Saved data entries
>>>

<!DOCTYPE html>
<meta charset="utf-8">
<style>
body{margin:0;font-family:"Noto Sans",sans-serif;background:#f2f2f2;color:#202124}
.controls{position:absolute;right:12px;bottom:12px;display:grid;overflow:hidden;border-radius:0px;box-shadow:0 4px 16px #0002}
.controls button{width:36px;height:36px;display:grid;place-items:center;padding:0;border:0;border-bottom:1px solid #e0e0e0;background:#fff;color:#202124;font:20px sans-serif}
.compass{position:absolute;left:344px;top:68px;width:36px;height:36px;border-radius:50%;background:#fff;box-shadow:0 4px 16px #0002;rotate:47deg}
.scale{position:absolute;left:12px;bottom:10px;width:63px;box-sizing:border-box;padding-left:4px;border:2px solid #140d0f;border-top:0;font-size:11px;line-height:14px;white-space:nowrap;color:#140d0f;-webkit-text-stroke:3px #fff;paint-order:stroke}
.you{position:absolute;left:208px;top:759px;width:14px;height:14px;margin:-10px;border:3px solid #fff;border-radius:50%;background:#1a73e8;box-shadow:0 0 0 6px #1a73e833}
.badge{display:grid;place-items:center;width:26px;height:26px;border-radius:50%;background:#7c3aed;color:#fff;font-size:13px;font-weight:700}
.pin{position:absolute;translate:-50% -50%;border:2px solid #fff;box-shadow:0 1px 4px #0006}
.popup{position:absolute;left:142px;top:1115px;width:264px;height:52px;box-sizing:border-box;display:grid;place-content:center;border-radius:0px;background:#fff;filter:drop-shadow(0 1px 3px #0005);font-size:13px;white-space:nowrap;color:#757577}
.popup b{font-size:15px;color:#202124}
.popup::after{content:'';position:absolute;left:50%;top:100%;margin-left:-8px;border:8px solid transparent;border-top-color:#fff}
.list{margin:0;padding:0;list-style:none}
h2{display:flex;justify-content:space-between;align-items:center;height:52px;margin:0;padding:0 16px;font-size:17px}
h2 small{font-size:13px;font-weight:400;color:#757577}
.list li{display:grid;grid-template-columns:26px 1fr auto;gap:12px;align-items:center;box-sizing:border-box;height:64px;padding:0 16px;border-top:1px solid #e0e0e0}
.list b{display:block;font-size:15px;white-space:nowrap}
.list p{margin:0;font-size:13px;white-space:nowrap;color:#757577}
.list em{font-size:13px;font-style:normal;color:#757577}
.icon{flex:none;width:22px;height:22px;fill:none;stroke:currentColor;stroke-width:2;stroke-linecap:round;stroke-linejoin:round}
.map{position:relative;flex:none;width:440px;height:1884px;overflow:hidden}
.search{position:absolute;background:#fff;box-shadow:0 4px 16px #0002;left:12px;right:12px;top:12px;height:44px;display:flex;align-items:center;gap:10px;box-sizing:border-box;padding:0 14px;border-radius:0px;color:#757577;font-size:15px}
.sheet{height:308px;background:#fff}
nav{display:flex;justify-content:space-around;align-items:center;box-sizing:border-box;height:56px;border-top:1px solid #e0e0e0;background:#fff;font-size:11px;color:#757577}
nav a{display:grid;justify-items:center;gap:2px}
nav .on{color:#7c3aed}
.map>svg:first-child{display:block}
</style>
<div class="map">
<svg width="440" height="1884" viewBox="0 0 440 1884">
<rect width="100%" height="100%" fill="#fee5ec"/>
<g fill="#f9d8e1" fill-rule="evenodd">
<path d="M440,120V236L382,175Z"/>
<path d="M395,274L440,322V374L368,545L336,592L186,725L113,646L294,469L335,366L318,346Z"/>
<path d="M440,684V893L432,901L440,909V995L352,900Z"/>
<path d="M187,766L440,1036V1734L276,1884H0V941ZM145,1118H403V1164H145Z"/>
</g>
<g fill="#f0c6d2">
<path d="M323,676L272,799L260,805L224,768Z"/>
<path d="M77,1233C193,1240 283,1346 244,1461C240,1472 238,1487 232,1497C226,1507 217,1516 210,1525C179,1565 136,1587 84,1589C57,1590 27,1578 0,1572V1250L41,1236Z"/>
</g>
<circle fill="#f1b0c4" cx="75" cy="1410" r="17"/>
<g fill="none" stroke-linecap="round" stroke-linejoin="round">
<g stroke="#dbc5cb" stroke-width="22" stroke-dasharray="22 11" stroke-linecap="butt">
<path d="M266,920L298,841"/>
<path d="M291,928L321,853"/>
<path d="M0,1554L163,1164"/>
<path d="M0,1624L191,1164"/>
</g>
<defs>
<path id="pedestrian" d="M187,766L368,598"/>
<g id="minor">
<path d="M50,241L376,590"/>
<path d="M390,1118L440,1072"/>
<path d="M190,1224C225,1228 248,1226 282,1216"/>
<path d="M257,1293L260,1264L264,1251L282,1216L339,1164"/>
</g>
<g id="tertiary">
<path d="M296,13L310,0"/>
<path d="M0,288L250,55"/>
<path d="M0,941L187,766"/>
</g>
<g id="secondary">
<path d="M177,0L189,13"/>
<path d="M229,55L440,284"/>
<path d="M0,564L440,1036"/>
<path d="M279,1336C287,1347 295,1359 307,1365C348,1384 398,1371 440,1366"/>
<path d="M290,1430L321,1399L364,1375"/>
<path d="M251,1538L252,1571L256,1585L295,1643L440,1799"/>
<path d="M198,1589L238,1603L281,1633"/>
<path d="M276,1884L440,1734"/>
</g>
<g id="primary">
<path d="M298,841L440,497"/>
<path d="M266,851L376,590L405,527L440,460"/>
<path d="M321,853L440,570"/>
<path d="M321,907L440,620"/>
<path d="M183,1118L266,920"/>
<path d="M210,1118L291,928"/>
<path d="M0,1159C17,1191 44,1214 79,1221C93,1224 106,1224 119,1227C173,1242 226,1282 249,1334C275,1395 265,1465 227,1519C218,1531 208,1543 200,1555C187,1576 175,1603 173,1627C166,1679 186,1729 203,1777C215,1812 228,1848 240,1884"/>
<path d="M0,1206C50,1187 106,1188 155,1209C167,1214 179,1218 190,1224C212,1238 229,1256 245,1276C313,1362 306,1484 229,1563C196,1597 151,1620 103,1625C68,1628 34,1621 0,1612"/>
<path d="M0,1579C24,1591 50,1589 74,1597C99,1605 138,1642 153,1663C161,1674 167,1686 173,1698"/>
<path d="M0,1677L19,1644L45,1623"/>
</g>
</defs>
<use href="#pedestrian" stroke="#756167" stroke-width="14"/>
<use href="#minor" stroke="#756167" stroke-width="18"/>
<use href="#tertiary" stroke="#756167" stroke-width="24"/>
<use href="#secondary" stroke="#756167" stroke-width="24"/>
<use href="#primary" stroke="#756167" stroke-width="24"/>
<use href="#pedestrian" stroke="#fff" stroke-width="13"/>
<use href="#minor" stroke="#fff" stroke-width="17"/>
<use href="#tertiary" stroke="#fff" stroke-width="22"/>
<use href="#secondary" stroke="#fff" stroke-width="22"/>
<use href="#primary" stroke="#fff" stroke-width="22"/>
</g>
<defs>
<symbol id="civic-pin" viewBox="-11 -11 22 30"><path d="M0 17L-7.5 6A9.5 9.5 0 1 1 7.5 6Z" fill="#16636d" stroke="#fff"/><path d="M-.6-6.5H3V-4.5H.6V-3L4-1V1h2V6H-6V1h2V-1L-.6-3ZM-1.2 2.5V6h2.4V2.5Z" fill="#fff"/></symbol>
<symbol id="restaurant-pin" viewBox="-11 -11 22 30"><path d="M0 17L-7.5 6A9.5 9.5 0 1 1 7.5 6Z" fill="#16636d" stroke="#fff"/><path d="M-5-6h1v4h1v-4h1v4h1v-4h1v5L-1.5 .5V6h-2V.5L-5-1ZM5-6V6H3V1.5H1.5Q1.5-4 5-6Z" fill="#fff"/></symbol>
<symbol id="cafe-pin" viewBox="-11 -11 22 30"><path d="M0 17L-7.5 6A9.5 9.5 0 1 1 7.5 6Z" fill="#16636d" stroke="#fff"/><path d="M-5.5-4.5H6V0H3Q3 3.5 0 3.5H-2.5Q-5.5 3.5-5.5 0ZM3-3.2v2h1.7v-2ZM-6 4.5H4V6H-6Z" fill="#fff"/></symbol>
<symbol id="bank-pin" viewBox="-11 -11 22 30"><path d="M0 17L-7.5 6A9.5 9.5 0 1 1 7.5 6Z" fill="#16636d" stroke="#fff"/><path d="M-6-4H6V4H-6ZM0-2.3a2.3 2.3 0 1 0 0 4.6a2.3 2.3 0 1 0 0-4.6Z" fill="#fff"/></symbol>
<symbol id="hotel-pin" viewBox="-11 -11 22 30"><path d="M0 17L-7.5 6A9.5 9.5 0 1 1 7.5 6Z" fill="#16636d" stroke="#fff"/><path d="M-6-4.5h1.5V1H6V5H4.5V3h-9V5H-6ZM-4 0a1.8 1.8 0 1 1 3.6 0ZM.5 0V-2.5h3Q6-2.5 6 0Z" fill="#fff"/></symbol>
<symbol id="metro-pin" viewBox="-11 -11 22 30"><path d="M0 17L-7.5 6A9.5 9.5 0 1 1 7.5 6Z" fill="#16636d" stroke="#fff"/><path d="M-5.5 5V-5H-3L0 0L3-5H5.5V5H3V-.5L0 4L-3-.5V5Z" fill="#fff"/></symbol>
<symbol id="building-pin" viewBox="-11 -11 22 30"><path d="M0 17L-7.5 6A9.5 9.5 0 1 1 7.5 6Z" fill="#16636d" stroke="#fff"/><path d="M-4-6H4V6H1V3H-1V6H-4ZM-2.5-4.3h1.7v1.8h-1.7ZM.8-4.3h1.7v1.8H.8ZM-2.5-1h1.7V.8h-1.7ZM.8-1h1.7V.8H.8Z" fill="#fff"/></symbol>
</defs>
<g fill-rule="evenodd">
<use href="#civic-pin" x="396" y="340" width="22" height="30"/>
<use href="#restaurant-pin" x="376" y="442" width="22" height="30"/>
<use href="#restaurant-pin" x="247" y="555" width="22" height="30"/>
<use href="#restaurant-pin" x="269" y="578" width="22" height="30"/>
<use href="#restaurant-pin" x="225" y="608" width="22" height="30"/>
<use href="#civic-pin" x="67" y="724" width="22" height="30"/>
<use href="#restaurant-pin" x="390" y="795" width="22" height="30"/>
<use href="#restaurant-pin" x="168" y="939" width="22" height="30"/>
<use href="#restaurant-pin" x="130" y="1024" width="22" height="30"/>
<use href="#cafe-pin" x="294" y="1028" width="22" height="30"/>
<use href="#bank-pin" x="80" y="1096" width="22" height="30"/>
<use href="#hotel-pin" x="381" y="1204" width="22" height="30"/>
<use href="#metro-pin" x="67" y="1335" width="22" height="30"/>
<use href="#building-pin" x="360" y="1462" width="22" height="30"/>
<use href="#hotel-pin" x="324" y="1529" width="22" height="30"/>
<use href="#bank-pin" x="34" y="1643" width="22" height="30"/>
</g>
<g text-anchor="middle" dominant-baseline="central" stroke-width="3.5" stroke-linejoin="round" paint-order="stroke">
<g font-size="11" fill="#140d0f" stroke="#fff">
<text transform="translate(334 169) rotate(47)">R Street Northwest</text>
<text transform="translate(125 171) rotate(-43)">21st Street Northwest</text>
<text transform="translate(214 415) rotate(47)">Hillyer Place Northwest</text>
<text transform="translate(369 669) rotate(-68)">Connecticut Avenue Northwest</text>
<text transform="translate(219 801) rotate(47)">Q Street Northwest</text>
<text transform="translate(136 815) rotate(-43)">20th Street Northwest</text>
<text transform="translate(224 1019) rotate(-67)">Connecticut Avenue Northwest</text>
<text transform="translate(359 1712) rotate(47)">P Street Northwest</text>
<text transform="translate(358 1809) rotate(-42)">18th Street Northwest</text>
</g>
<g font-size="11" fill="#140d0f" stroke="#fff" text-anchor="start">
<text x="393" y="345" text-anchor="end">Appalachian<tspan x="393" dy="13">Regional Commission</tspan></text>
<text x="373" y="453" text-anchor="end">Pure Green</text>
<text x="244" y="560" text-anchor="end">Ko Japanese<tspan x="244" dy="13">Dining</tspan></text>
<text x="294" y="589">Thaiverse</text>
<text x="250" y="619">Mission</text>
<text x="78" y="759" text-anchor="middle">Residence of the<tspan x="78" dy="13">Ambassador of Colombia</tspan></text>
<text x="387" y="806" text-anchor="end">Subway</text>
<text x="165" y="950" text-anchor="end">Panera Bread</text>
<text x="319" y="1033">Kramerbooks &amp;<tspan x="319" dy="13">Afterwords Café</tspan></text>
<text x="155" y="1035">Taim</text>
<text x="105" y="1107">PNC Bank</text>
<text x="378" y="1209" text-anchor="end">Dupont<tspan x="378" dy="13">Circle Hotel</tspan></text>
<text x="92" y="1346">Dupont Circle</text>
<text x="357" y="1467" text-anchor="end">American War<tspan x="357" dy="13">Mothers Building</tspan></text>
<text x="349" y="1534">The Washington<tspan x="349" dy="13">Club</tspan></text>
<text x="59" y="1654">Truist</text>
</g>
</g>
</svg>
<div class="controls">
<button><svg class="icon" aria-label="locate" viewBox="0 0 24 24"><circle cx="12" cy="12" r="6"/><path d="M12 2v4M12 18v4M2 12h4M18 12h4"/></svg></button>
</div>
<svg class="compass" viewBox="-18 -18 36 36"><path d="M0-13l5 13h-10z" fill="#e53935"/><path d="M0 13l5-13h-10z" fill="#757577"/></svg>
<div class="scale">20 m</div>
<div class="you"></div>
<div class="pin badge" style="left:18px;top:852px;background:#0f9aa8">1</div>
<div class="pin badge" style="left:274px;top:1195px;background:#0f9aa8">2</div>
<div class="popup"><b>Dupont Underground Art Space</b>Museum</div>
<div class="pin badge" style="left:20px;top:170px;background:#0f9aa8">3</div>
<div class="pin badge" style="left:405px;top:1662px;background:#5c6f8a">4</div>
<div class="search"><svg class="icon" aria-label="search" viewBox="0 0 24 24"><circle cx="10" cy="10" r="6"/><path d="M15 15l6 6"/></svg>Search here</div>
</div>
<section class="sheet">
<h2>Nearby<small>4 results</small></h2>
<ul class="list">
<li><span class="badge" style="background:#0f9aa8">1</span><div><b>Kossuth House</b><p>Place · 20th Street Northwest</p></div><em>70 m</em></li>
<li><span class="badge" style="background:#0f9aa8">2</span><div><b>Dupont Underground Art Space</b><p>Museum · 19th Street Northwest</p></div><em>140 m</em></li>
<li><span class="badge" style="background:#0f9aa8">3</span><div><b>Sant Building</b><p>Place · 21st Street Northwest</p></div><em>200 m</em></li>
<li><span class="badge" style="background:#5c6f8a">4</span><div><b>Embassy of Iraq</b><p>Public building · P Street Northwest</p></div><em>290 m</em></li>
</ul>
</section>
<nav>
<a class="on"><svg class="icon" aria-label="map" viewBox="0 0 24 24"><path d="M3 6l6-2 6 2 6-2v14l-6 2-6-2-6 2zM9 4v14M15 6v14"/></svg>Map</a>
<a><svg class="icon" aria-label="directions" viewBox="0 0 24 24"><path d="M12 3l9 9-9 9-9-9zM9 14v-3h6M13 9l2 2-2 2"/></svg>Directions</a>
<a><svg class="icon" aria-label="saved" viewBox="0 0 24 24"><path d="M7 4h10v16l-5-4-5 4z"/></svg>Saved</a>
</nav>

<<<

» The problem
Would you report every line of the entries above containing the word "controls"?

» Your response
.controls{position:absolute;right:12px;bottom:12px;display:grid;overflow:hidden;border-radius:0px;box-shadow:0 4px 16px #0002}
.controls button{width:36px;height:36px;display:grid;place-items:center;padding:0;border:0;border-bottom:1px solid #e0e0e0;background:#fff;color:#202124;font:20px sans-serif}
<div class="controls">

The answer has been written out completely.